First there was a slope of woodland that met the Mississippi River. Chickasaw Indians hunted there until the early 19th century. Then there was Beale Street. It began as the main road of South Memphis and by 1850, when that separate town was consolidated with Memphis, Beale was already a major thoroughfare. At its western end, where it met the Mississippi, roustabout's piled cotton on to 200-foot steamboats; about a mile upriver at its eastern end gentry live in mansions. In between was a growing community based on commerce and good times.
Before 1900 Beale Street had an opera house, a fashionable hotel, a girls finishing school, and one of the first large office buildings in Memphis. It was a place where Jewish, Italian, Greek, and Chinese immigrants live and worked. And it was, especially, a place where African-American freemen came to make a world.
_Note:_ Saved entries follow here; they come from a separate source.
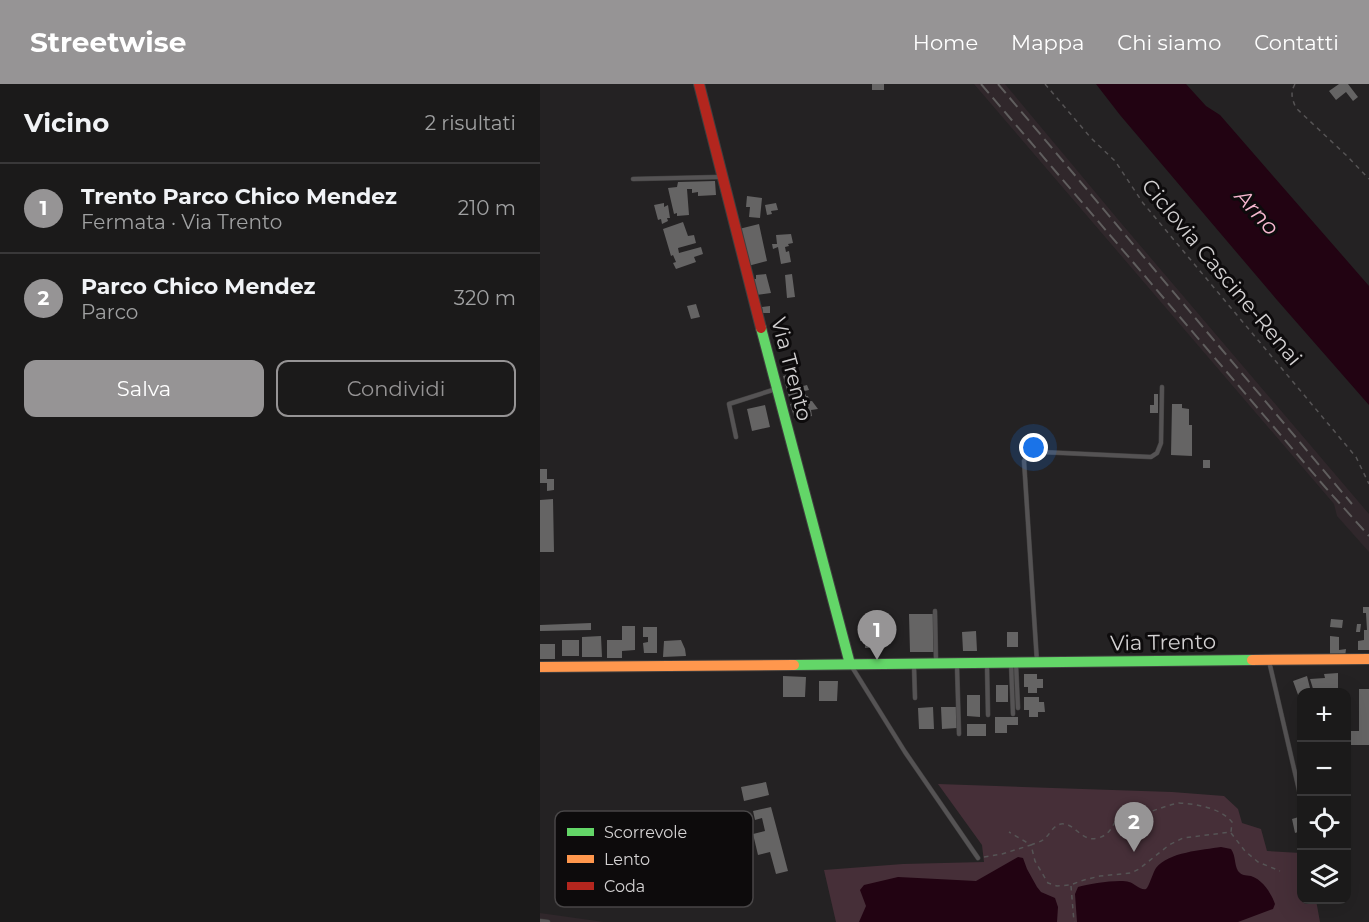 <!DOCTYPE html>
<html lang="it">
<meta charset="utf-8">
<style>
:root{--surface:#1b1a1a;--page:#242323;--text:#f1f3f6;--muted:#a0a1a2;--line:#393839;--accent:#969495}
body{margin:0;font-family:Montserrat,sans-serif;background:var(--page);color:var(--text)}
.controls{position:absolute;right:18px;bottom:18px;display:grid;overflow:hidden;border-radius:12px;box-shadow:0 6px 24px #0002}
.controls button{width:54px;height:54px;display:grid;place-items:center;padding:0;border:0;border-bottom:2px solid var(--line);background:var(--surface);color:var(--text);font:30px sans-serif}
.you{position:absolute;left:494px;top:364px;width:21px;height:21px;margin:-15px;border:4px solid #fff;border-radius:50%;background:#1a73e8;box-shadow:0 0 0 9px #1a73e833}
.badge{display:grid;place-items:center;width:39px;height:39px;border-radius:50%;background:var(--accent);color:#fff;font-size:20px;font-weight:700}
.pin{position:absolute;translate:-50% -50px;filter:drop-shadow(0 2px 3px #0008)}
.pin::after{content:'';position:absolute;top:32px;width:21px;height:18px;background:inherit;clip-path:polygon(0 0,100% 0,50% 100%)}
.list{margin:0;padding:0;list-style:none}
h2{display:flex;justify-content:space-between;align-items:center;height:78px;margin:0;padding:0 24px;font-size:26px}
h2 small{font-size:20px;font-weight:400;color:var(--muted)}
.list li{display:grid;grid-template-columns:39px 1fr auto;gap:18px;align-items:center;box-sizing:border-box;height:90px;padding:0 24px;border-top:2px solid var(--line)}
.list b{display:block;font-size:22px;white-space:nowrap}
.list p{margin:0;font-size:20px;white-space:nowrap;color:var(--muted)}
.list em{font-size:20px;font-style:normal;color:var(--muted)}
.actions{display:flex;gap:12px;padding:18px 24px}
.actions a{flex:1;padding:14px 0;border:2px solid var(--accent);border-radius:12px;text-align:center;font-size:21px;color:var(--accent)}
.actions .main{background:var(--accent);color:#fff}
.icon{flex:none;width:33px;height:33px;fill:none;stroke:currentColor;stroke-width:2;stroke-linecap:round;stroke-linejoin:round}
.map{position:relative;flex:none;width:829px;height:838px;overflow:hidden}
header{display:flex;align-items:center;gap:36px;box-sizing:border-box;height:84px;padding:0 30px;background:var(--accent);color:#fff}
header strong{font-size:28px}
nav{display:flex;gap:33px;margin-inline-start:auto;font-size:21px}
main{display:flex}
aside{flex:1;background:var(--surface)}
.map>svg:first-child{display:block}
.built{fill:#30272b}
.green{fill:#462f38}
.water{fill:#220312}
.building{fill:#656464}
.lines{fill:none;stroke-linecap:round;stroke-linejoin:round}
.lane-casing{stroke:#403f3f;stroke-width:5}
.fast-casing{stroke:#403f3f;stroke-width:12}
.slow-casing{stroke:#403f3f;stroke-width:12}
.jam-casing{stroke:#403f3f;stroke-width:12}
.path{stroke:#565455;stroke-width:1.5;stroke-dasharray:4.5 4.5;stroke-linecap:butt}
.lane{stroke:#555354;stroke-width:4}
.fast{stroke:#63d668;stroke-width:10}
.slow{stroke:#ff974d;stroke-width:10}
.jam{stroke:#b3261e;stroke-width:10}
.rail{stroke:#605e5e;stroke-width:2;stroke-dasharray:12 6;stroke-linecap:butt}
.labels{text-anchor:middle;dominant-baseline:central;stroke-width:6;stroke-linejoin:round;paint-order:stroke}
.street-label{font-size:21px;fill:#d3d1d2;stroke:#0d0b0c}
.water-label{font-size:22px;font-style:italic;fill:#f6b7cf;stroke:#0d0b0c}
.key{fill:#0d0b0c;stroke:#484647;stroke-width:1.5}
.key-label{font-size:16px;fill:#d3d1d2}
</style>
<header>
<strong>Streetwise</strong>
<nav><a>Home</a><a>Mappa</a><a>Chi siamo</a><a>Contatti</a></nav>
</header>
<main>
<aside>
<h2>Vicino<small>2 risultati</small></h2>
<ul class="list">
<li><span class="badge">1</span><div><b>Trento Parco Chico Mendez</b><p>Fermata · Via Trento</p></div><em>210 m</em></li>
<li><span class="badge">2</span><div><b>Parco Chico Mendez</b><p>Parco</p></div><em>320 m</em></li>
</ul>
<div class="actions"><a class="main">Salva</a><a>Condividi</a></div>
</aside>
<div class="map">
<svg width="829" height="838" viewBox="0 0 829 838">
<rect width="100%" height="100%" fill="#242223"/>
<!-- built -->
<path class="built" d="M434,0H465L581,139L829,430V468L797,432L794,420Z
M0,829L64,838H0Z"/>
<!-- green -->
<path class="green" d="M398,700L632,708L684,712L698,725L702,739L721,745L727,767L761,769L762,816H776L780,838H296L284,786L363,780L444,778L442,761Z"/>
<!-- water -->
<path class="water" d="M556,0H646L666,22L680,31L829,202V321L737,216L580,31Z
M681,763L691,765C696,772 694,780 698,787C702,792 705,791 711,792C723,796 731,809 735,820L733,825L698,838H537L535,810L538,803C549,800 579,795 589,798C594,799 601,807 606,805C609,803 613,788 616,784C628,768 663,766 681,763Z
M478,773L483,774L487,785L497,803L501,808L515,814L518,823L517,838H319L326,822L320,806L324,801L358,793L436,797Z"/>
<!-- building -->
<path class="building" d="M332,0H344V6H332Z
M799,0H808L818,13L813,17L806,8L796,16L789,7Z
M175,97L176,111L158,112V108L152,109V105H147L149,131L137,132V129L134,130L128,104L137,103L138,98Z
M207,112L222,114L220,134L209,133L210,123H206Z
M124,119V123L128,121L130,134H127L128,137L122,140L121,135L118,136L114,121Z
M236,119L238,126L231,127L232,130L227,131L225,121Z
M143,138L148,152L154,151L156,159L138,164L139,169L161,163L163,170L154,173L156,178L136,185L133,179L136,178L133,171L131,172L123,145Z
M219,140L227,177L208,182L199,145Z
M251,150L253,159L248,160L249,162L245,163L246,168L249,167L251,178L241,180L238,163L233,165L232,160H237L236,151Z
M226,190L231,209L216,211L213,195H216V191Z
M252,190L255,213L247,214L245,191Z
M156,220L160,233L151,235L147,222Z
M230,222V229H223L222,223Z
M255,289L259,303L267,301L269,306L264,307L266,312H268L269,315L262,317L261,314L250,317L243,292Z
M614,310H618V329H610V321H614Z
M272,317L278,325L271,326L272,332L255,336L250,320Z
M632,320H642V324L649,325V341H652V372L631,371Z
M225,321L230,343L212,347L207,325Z
M663,376H670V384H663Z
M0,385H7V395H14V406L7,407V399H0Z
M13,415L14,468H0V416Z
M823,523H829V566H818V557L824,556V546H827L826,529H823Z
M369,530H393L394,568H370Z
M791,535L803,536L802,544L790,543Z
M51,539V546L0,547V541Z
M817,540H821L820,548H816Z
M82,542H95V566L82,567V574H67V556H82Z
M103,543H117V569H104L103,559L108,558V553H103Z
M343,544V564H325V557H320V545Z
M436,547L437,567H423L422,548Z
M467,548H478V563H467Z
M61,552L62,573H42V553Z
M790,552L799,553V566L806,565L805,573H790Z
M22,556H39V572H22Z
M141,556L145,565L146,572L123,573L124,557Z
M0,560H15V575H0Z
M798,589V608H774L770,595L785,594L784,590Z
M484,590H497V595H503V604H497V609H488V603H484Z
M243,592L266,593L265,613H243Z
M767,592L771,608H762L761,619L753,597Z
M279,597H298L297,617H279Z
M456,601H468V618H456Z
M819,605H829V661H806V647H819Z
M427,611H440V633L427,632Z
M484,613H499V618H504L505,628H498V633H489V626H484Z
M762,621V637H761L757,623Z
M393,623L394,645H379L378,624Z
M401,623H416L417,644L402,645Z
M455,633H478V641H467V649H455Z
M427,640H446V652H427Z
M226,698L229,711L204,717L201,703Z
M231,723L248,787L236,790L230,768L218,771L213,750L225,747L222,734L215,736L213,727Z
M762,732V760H761L758,748L755,749L752,735Z"/>
<g class="lines">
<!-- lane casing -->
<g class="lane-casing">
<path id="lane" d="M93,95L179,93
M196,353L189,320L236,305
M395,527L396,577
M729,577L762,719
M497,578L484,377C488,369 493,369 501,368L611,373L617,369L621,359L622,303
M471,579L473,630
M476,580L478,624
M447,581L448,631
M374,582L375,614
M417,582L419,650
M312,583L365,668L438,774
M0,837L8,838"/>
</g>
<!-- fast casing -->
<g class="fast-casing">
<path id="fast" d="M221,244L310,580
M254,581L712,576"/>
</g>
<!-- slow casing -->
<g class="slow-casing">
<path id="slow" d="M712,576L829,575
M0,583L254,581"/>
</g>
<!-- jam casing -->
<g class="jam-casing">
<path id="jam" d="M159,0L221,244"/>
</g>
<!-- path -->
<path class="path" d="M505,0L551,54L575,77L603,119L816,373L829,400
M755,0C750,9 752,15 756,24L807,72L829,95
M639,719C656,720 681,724 692,738L691,748L643,754L629,761L599,785L591,789L560,792L544,796L530,801L517,802L508,799L495,777L491,761C495,759 501,758 504,755C510,751 512,742 521,740C535,738 541,759 558,754C573,750 571,739 581,732C587,728 592,731 599,730C607,730 614,726 621,724C627,722 633,720 639,719Z
M691,749L705,767L718,778L740,787
M444,773L462,770L491,761L469,748
M531,802L534,838"/>
<!-- lane -->
<use href="#lane" class="lane"/>
<!-- fast -->
<use href="#fast" class="fast"/>
<!-- slow -->
<use href="#slow" class="slow"/>
<!-- jam -->
<use href="#jam" class="jam"/>
<!-- rail -->
<path class="rail" d="M441,0L785,403L829,452
M458,0L812,420"/>
</g>
<g class="labels">
<!-- street labels -->
<g class="street-label">
<text transform="translate(682 188) rotate(50)">Ciclovia Cascine-Renai</text>
<text transform="translate(252 285) rotate(75)">Via Trento</text>
<text transform="translate(623 558) rotate(-1)">Via Trento</text>
</g>
<!-- water labels -->
<g class="water-label">
<text transform="translate(717 128) rotate(48)">Arno</text>
</g>
</g>
<!-- legend -->
<rect x="15" y="727" width="198" height="96" rx="9" class="key"/>
<rect x="27" y="744" width="27" height="8" fill="#63d668"/>
<rect x="27" y="771" width="27" height="8" fill="#ff974d"/>
<rect x="27" y="798" width="27" height="8" fill="#b3261e"/>
<g class="key-label">
<text x="64" y="754">Scorrevole</text>
<text x="64" y="781">Lento</text>
<text x="64" y="808">Coda</text>
</g>
</svg>
<div class="controls">
<button>+</button>
<button>−</button>
<button><svg class="icon" aria-label="locate" viewBox="0 0 24 24"><circle cx="12" cy="12" r="6"/><path d="M12 2v4M12 18v4M2 12h4M18 12h4"/></svg></button>
<button><svg class="icon" aria-label="layers" viewBox="0 0 24 24"><path d="M12 4l9 5-9 5-9-5zM3 14l9 5 9-5"/></svg></button>
</div>
<div class="you"></div>
<div class="pin badge" style="left:337px;top:576px">1</div>
<div class="pin badge" style="left:594px;top:768px">2</div>
</div>
</main>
By the early 1920s Beale Street had become the capital of Black Memphis and the mid-South. It was a mecca for musicians, politicians, ministers, businessmen, gamblers, conjurers, and bootleggers. There were banks and bordellos, pawn shops and theaters - a few blocks of brick and cement where the well-heeled and down-and-out could hope and dream and have a life.
By the 1960s, after civil rights struggles had provided new opportunities and after urban renewal
had taken its toll, that flourishing Beale Street had vanished. Today, old Beale Street lives amid the rebuilt environment mostly as a memory for people who experienced it and as a symbol for those who only heard its name.